[Saved entries]
⟨
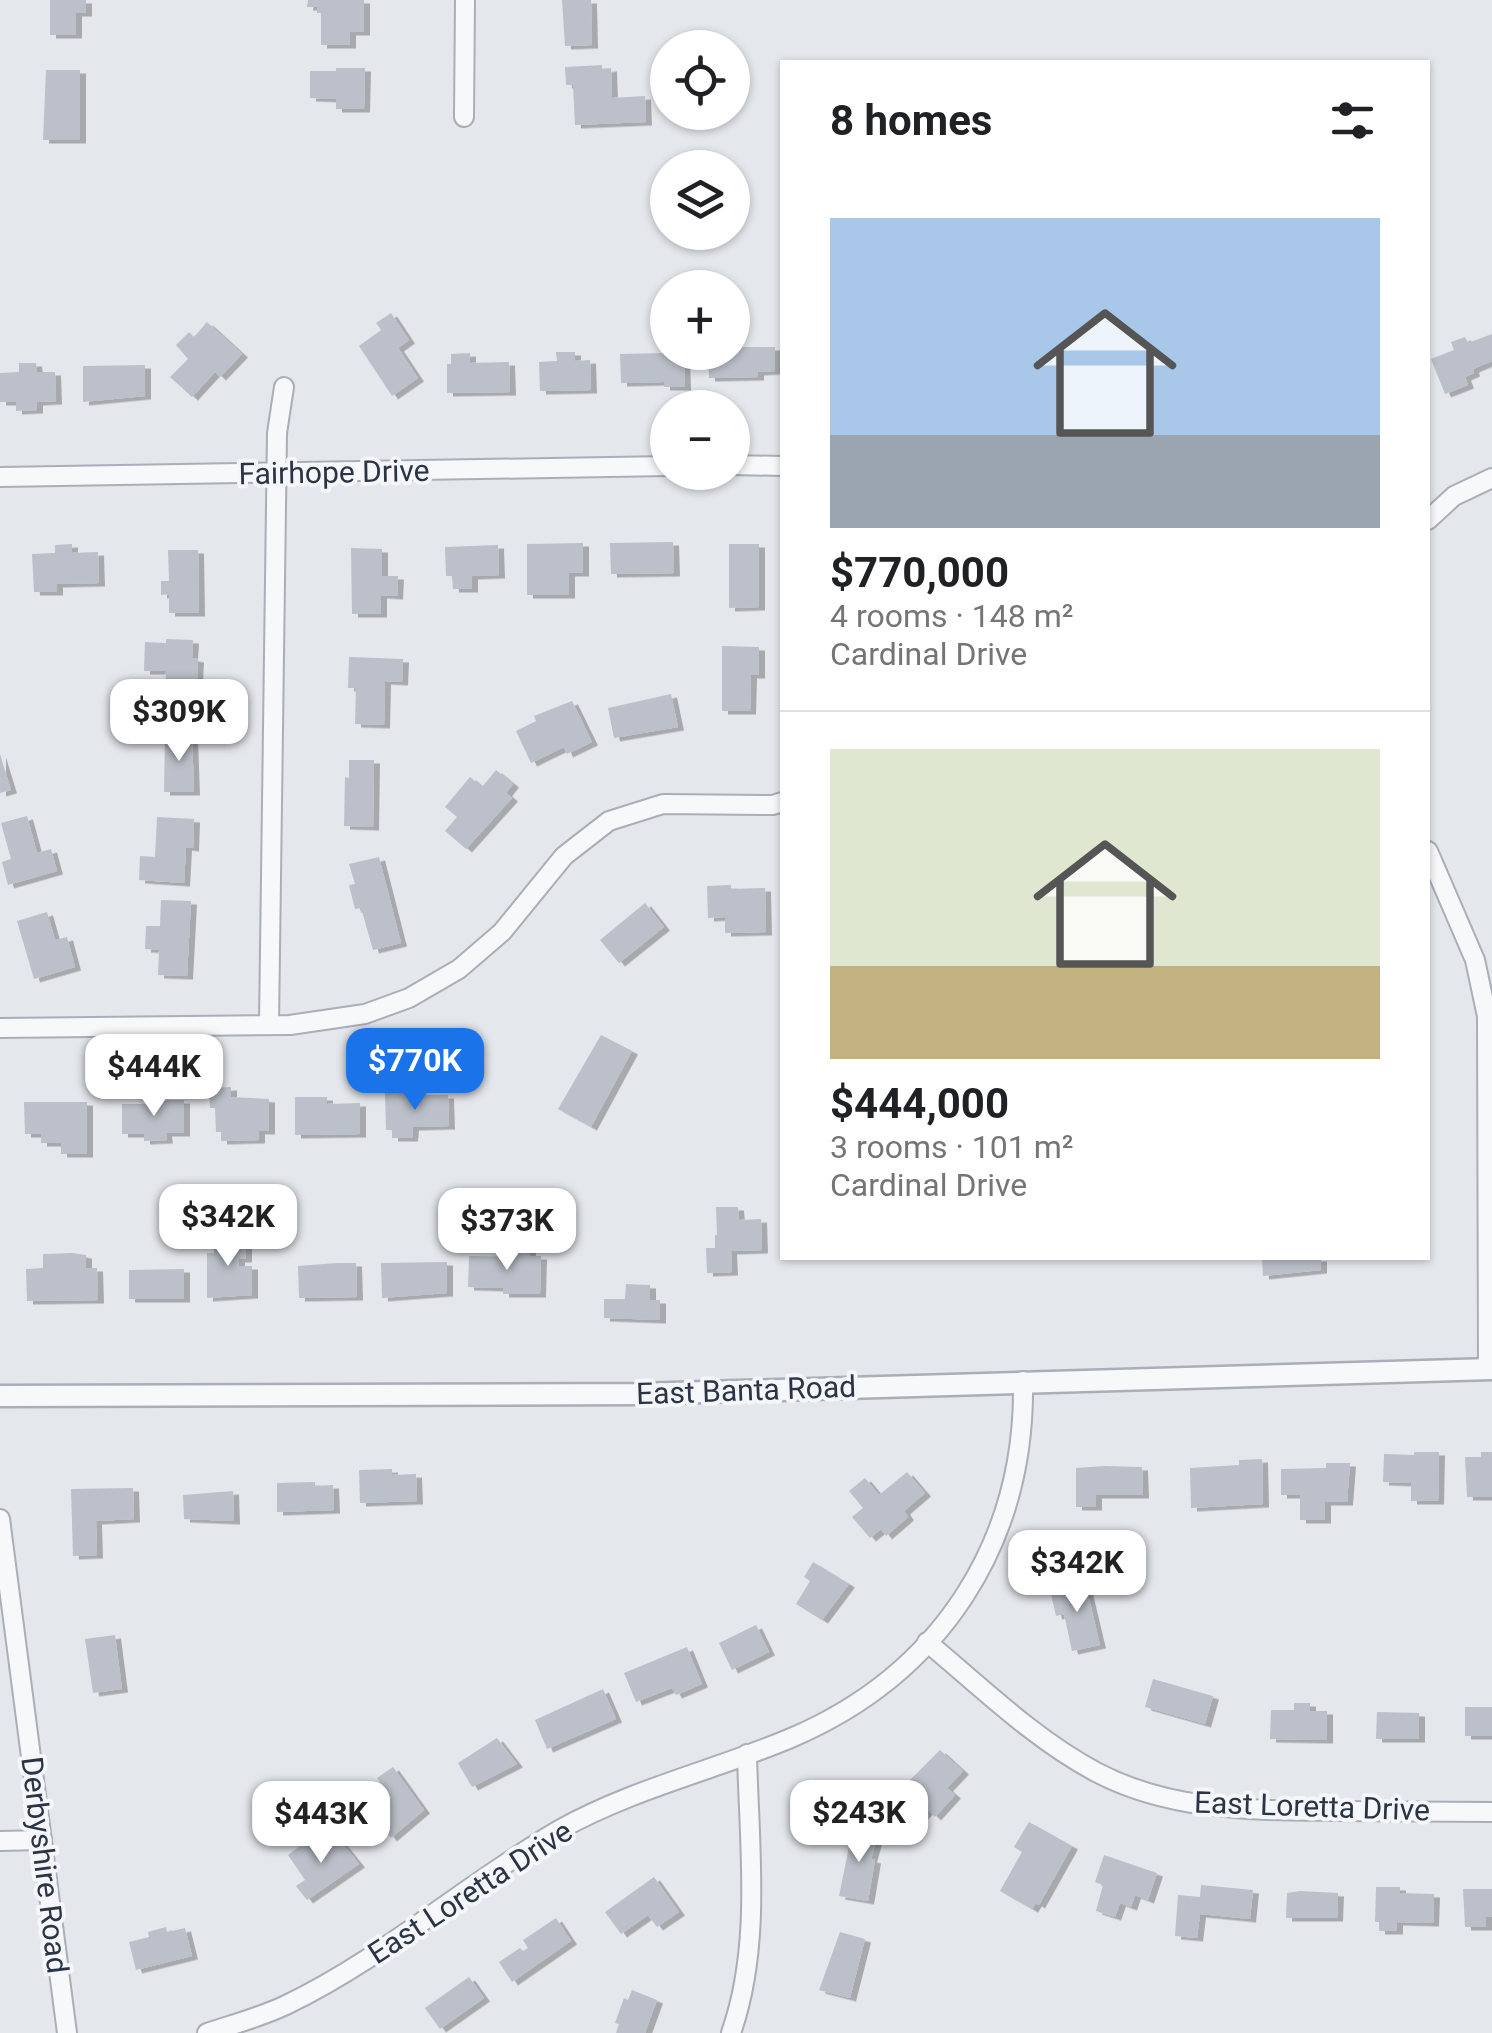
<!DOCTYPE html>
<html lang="en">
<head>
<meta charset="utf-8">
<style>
	body { margin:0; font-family:Roboto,sans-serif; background:#f6f6f6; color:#202124; height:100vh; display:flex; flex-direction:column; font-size:38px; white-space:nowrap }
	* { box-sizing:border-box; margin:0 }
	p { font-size:32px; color:#757577 }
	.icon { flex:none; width:55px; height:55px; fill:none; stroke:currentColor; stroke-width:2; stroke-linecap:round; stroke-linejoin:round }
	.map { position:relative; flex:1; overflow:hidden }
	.sheet { position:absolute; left:780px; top:60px; width:650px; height:1200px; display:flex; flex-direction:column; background:#fff; border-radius:0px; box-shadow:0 2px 8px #0004 }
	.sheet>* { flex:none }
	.buttons { position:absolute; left:650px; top:30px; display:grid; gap:20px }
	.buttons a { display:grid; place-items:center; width:100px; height:100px; border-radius:50%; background:#fff; box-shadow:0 2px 8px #0004; font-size:50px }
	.price { position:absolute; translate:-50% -85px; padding:0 22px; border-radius:20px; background:#fff; color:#222; font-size:32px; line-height:65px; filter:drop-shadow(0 2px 5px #0008) }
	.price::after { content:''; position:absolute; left:50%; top:60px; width:30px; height:22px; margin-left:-15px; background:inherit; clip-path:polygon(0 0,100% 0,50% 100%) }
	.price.on { background:#1a73e8; color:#fff }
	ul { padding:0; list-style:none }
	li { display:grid; align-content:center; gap:20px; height:530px; padding:0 50px }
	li+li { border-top:2px solid #e0e0e0 }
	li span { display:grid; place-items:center; height:310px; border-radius:0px; color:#555 }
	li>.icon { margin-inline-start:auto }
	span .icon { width:180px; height:180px; fill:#fffc; stroke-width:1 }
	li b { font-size:42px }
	h2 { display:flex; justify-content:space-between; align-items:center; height:120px; padding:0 50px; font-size:42px }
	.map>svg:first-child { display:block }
	.building { fill:#bbc0ca; filter:url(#shadow) }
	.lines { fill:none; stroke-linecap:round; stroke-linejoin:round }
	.minor-casing { stroke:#a9aeb7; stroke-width:22 }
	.tertiary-casing { stroke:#a9aeb7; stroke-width:25 }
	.minor { stroke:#f7f8fa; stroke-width:18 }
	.tertiary { stroke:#f7f8fa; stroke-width:20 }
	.labels { text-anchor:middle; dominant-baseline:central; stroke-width:8; stroke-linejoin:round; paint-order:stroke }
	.street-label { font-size:30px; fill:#2b3445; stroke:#f4f6f9 }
</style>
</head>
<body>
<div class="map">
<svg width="1492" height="2033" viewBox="0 0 1492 2033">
	<defs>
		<filter id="shadow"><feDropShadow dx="6" dy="3.5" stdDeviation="0" flood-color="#0004"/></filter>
	</defs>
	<rect width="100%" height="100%" fill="#e4e7ec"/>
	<g class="building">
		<path d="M50,0H86V13H76V35H50Z"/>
		<path d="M308,0H364V32H350V45H321V13H317V7H307Z"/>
		<path d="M562,0H591L592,45L565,46Z"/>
		<path d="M602,65V69L611,68L612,98L645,96L646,122L575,125L573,85H566L565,67Z"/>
		<path d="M336,68H365L364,109H336V99L310,98V71H336Z"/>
		<path d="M46,70H80V140H43Z"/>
		<path d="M391,313L409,340L398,348L418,378L392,396L359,346L381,330L376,323Z"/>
		<path d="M207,322L242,354L220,377L215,372L192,397L170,377L188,359L176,345L189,332L194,337Z"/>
		<path d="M1492,334V361L1473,369L1474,373L1465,377L1468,385L1445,394L1431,359L1454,350L1451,342L1465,337L1468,343Z"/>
		<path d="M663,344H668V352L684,353L685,387H664V382L621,383L620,354L663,353Z"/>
		<path d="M732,347H775V371L758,372V377L709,378L708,352H732Z"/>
		<path d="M556,352H575V361L590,360L591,390L540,391L539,362L557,361Z"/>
		<path d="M470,353V363L509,362L510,392L447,393V364H451V354Z"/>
		<path d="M19,363H36L37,372H55L56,401L37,402V410L16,411V402H0V373L19,372Z"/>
		<path d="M145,365V396L83,402V366Z"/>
		<path d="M673,542L674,573L611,574L610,543Z"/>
		<path d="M583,543V573H569V595H527V544Z"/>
		<path d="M72,544V553L98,552L99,583L57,584V592H34L32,554L55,553V545Z"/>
		<path d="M729,544H759V607L729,608Z"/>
		<path d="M498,545L499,575L472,576V589H453L452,576H446L445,547Z"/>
		<path d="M351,548L382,549V576H398L397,596L381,595V614H352Z"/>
		<path d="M168,550H198L199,613H169V594L161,595V581H169Z"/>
		<path d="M166,639L193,640L192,658L198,659L196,699L165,698L166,671H144L145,642L166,643Z"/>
		<path d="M722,646L759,647V675H751L750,711H722Z"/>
		<path d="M349,657L403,659L402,682L385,681L384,725L355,724L356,688H348Z"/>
		<path d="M671,694L678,727L614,738L608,708Z"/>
		<path d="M572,701L592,742L567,754L564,747L531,763L516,731L536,721L534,716Z"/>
		<path d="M165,735H192L194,792H164Z"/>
		<path d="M0,754L11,790L0,793Z"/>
		<path d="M349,760H374L373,827L344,826L345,777L349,778Z"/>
		<path d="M496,770L513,784L506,793L512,798L466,849L445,831L457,817L445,807L470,777L482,787Z"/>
		<path d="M27,816L37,853L51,849L57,871L8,885L2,862L11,859L1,823Z"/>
		<path d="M157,817L194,819L193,848L186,847L184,883L139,880L140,856L155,857Z"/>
		<path d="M379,857L401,943L373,950L361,908L355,909L349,885L355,884L349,864Z"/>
		<path d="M731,885V889L765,888L766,932L725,933V917L708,918L707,886Z"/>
		<path d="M161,900L191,901L187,976L158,975L159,950L145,949L146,926H160Z"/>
		<path d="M645,903L664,927L619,963L600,940Z"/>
		<path d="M47,912L55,940L67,937L75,967L34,979L17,921Z"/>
		<path d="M601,1035L632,1051L591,1127L558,1109Z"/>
		<path d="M231,1087V1097L269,1099V1131H259V1140L221,1141V1132H216L215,1108H210L209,1088Z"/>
		<path d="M416,1092V1095H448L449,1126L413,1127L412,1138H392V1130H386L385,1093Z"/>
		<path d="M295,1097H327V1104L360,1103V1134L295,1135Z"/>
		<path d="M155,1100H184V1133H166L167,1140L144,1141V1134H122V1104H155Z"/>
		<path d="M24,1102H87V1154H61V1143H41V1134H25Z"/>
		<path d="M716,1207H738L739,1220L761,1219L762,1250L731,1251L732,1272L707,1273L706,1248H715V1235H717Z"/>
		<path d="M214,1236H246V1259H239V1266H252V1295L207,1298V1253H214Z"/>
		<path d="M516,1247H530V1256H541L540,1294H503V1288L468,1287L469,1256L516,1257Z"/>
		<path d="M72,1253L86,1255V1268H97L98,1300L27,1301L26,1269L43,1268V1254Z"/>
		<path d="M1262,1258H1321V1270L1263,1276Z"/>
		<path d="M447,1262V1293L382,1298L381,1263Z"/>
		<path d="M337,1263H356L357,1297L299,1298L298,1266Z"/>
		<path d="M184,1269V1299H129V1270Z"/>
		<path d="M626,1284L650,1285V1300H660V1320L604,1318V1299H625Z"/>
		<path d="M1414,1452H1439L1438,1501H1411V1483L1383,1482L1384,1454L1414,1455Z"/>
		<path d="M1481,1452H1492V1497H1467L1465,1457H1481Z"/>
		<path d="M1262,1459L1263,1504L1191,1508L1190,1468L1239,1465V1460Z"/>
		<path d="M1326,1463H1350L1347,1502H1325V1520H1300V1495H1281V1469L1326,1468Z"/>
		<path d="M1105,1466L1142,1467L1143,1495H1096V1507H1076V1468Z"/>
		<path d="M392,1469V1475L416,1474L417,1501L360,1503L359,1470Z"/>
		<path d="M907,1472L925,1493L904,1511L908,1517L886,1536L881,1529L870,1538L852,1517L863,1508L849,1491L865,1478L879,1495Z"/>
		<path d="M315,1482V1486L333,1485L334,1510L277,1512V1483Z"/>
		<path d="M133,1488L134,1519L96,1521L97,1555L73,1556L71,1489Z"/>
		<path d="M233,1491L234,1521L184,1519L183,1495Z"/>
		<path d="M813,1562L849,1584L822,1620L796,1604L810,1581L804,1577Z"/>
		<path d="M1085,1582L1100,1645L1072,1651L1064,1614L1056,1616L1050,1590Z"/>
		<path d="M756,1625L769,1652L732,1670L719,1643Z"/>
		<path d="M115,1635L122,1689L93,1693L85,1639Z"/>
		<path d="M687,1647L702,1684L676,1695L672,1688L636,1702L624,1673Z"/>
		<path d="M1153,1679L1213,1696L1205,1724L1145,1707Z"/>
		<path d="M603,1689L616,1719L547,1749L535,1720Z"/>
		<path d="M1294,1703H1310V1711H1327V1740L1270,1739L1271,1710H1294Z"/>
		<rect x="1465" y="1707" width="27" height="29"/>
		<path d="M1377,1712L1419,1713V1739H1376Z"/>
		<path d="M497,1738L517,1764L472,1787L458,1763Z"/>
		<path d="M940,1750L963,1771L947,1788L955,1795L935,1817L928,1810L919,1819L912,1813L909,1816L903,1810L906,1807L894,1796Z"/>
		<path d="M393,1767L424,1810L391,1838L371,1812L391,1798L377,1778Z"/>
		<path d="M1029,1822L1072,1846L1039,1905L1036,1903L1032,1909L1000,1891L1022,1852L1014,1847Z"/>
		<path d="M853,1827L879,1831L871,1859L875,1860L868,1901L839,1896Z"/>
		<path d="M309,1839L320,1853L339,1839L359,1864L307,1900L296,1886L305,1880L288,1855Z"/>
		<path d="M1104,1855L1157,1873L1148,1900L1135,1895L1131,1907L1120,1903L1115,1917L1096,1911L1103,1885L1095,1882Z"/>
		<path d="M654,1877L679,1912L657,1927L648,1915L621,1934L605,1912Z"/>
		<path d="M1201,1885L1253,1890L1250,1919L1200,1914L1197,1938L1175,1936L1178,1895L1200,1897Z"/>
		<path d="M1376,1887H1400V1893L1434,1894L1433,1923L1397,1922V1931H1379V1922H1375Z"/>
		<path d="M1463,1889H1492V1917L1486,1916V1927H1465Z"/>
		<path d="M1300,1891L1338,1893L1337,1918H1286L1287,1893Z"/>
		<path d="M556,1918L571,1941L512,1982L499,1962L520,1948L523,1951L528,1948L523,1940Z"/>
		<path d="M166,1927L167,1932L185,1928L192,1956L136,1970L129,1942L149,1937L148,1932Z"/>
		<path d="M840,1932L865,1939L850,1998L819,1990Z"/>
		<path d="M469,1977L484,1998L440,2029L425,2008Z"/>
		<path d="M632,1990L657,2000L645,2033H616L619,2024L615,2023L624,1998L628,2000Z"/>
	</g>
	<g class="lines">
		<defs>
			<g id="minor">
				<path d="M464,117L465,0"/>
				<path d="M732,465L782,466"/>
				<path d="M0,477L668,466"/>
				<path d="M1428,520L1454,496L1492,478"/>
				<path d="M1428,851L1475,960L1487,1016L1488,1369"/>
				<path d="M269,1025L277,433L284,387"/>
				<path d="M0,1028L290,1025L365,1014L409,998L459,969L502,932L564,856L609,821L663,804L773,805L782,802"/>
				<path d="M0,1519L67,2033"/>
				<path d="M927,1642C981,1687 1034,1739 1096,1772C1170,1811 1251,1810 1333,1811C1386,1811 1439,1812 1492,1812"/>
				<path d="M0,1841L42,1840"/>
				<path d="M207,2033C234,2024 261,2017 286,2005C384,1958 466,1884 559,1830C632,1789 715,1770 791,1738C941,1674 1026,1542 1023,1381"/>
				<path d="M731,2033C762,1945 749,1846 747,1754"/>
			</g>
			<path id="tertiary" d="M0,1396L639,1394L1492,1369"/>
		</defs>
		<use href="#minor" class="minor-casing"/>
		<use href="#tertiary" class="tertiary-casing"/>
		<use href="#minor" class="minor"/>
		<use href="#tertiary" class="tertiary"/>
	</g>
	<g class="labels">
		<g class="street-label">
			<text transform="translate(334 472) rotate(-1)">Fairhope Drive</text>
			<text transform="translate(746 1390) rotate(-2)">East Banta Road</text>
			<text transform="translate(1312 1806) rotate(2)">East Loretta Drive</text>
			<text transform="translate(45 1865) rotate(83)">Derbyshire Road</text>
			<text transform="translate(470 1892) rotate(-33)">East Loretta Drive</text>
		</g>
	</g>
</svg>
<div class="buttons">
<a><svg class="icon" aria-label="locate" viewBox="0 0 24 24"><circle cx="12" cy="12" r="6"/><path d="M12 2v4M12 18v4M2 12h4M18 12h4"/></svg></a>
<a><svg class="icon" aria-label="layers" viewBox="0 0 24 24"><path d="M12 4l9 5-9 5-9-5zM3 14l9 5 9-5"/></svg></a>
<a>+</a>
<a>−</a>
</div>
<b class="price" style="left:179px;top:764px">$309K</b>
<b class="price on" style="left:415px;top:1113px">$770K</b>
<b class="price" style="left:154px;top:1119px">$444K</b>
<b class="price" style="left:228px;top:1269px">$342K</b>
<b class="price" style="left:507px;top:1273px">$373K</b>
<b class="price" style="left:1077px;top:1615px">$342K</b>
<b class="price" style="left:859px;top:1865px">$243K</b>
<b class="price" style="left:321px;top:1866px">$443K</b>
<section class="sheet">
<h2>8 homes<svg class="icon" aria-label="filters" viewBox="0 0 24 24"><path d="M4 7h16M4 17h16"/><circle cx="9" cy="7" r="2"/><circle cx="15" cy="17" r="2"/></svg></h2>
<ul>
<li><span style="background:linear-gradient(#a9c7e8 70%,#9aa5b1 0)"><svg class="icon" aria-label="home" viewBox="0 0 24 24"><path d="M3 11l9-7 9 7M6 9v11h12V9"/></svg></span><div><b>$770,000</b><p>4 rooms · 148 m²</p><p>Cardinal Drive</p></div></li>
<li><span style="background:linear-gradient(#dfe7d0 70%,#c2b280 0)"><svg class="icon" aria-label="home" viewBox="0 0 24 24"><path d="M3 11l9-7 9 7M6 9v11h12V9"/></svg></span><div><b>$444,000</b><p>3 rooms · 101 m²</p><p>Cardinal Drive</p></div></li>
</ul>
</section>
</div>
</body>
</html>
⟩
To do
Your reply should be the lines of the records from the start through the line with "width:180px; height:180px; fill:#fffc;", copied word for word, pictures omitted.

Exercise response
<!DOCTYPE html>
<html lang="en">
<head>
<meta charset="utf-8">
<style>
	body { margin:0; font-family:Roboto,sans-serif; background:#f6f6f6; color:#202124; height:100vh; display:flex; flex-direction:column; font-size:38px; white-space:nowrap }
	* { box-sizing:border-box; margin:0 }
	p { font-size:32px; color:#757577 }
	.icon { flex:none; width:55px; height:55px; fill:none; stroke:currentColor; stroke-width:2; stroke-linecap:round; stroke-linejoin:round }
	.map { position:relative; flex:1; overflow:hidden }
	.sheet { position:absolute; left:780px; top:60px; width:650px; height:1200px; display:flex; flex-direction:column; background:#fff; border-radius:0px; box-shadow:0 2px 8px #0004 }
	.sheet>* { flex:none }
	.buttons { position:absolute; left:650px; top:30px; display:grid; gap:20px }
	.buttons a { display:grid; place-items:center; width:100px; height:100px; border-radius:50%; background:#fff; box-shadow:0 2px 8px #0004; font-size:50px }
	.price { position:absolute; translate:-50% -85px; padding:0 22px; border-radius:20px; background:#fff; color:#222; font-size:32px; line-height:65px; filter:drop-shadow(0 2px 5px #0008) }
	.price::after { content:''; position:absolute; left:50%; top:60px; width:30px; height:22px; margin-left:-15px; background:inherit; clip-path:polygon(0 0,100% 0,50% 100%) }
	.price.on { background:#1a73e8; color:#fff }
	ul { padding:0; list-style:none }
	li { display:grid; align-content:center; gap:20px; height:530px; padding:0 50px }
	li+li { border-top:2px solid #e0e0e0 }
	li span { display:grid; place-items:center; height:310px; border-radius:0px; color:#555 }
	li>.icon { margin-inline-start:auto }
	span .icon { width:180px; height:180px; fill:#fffc; stroke-width:1 }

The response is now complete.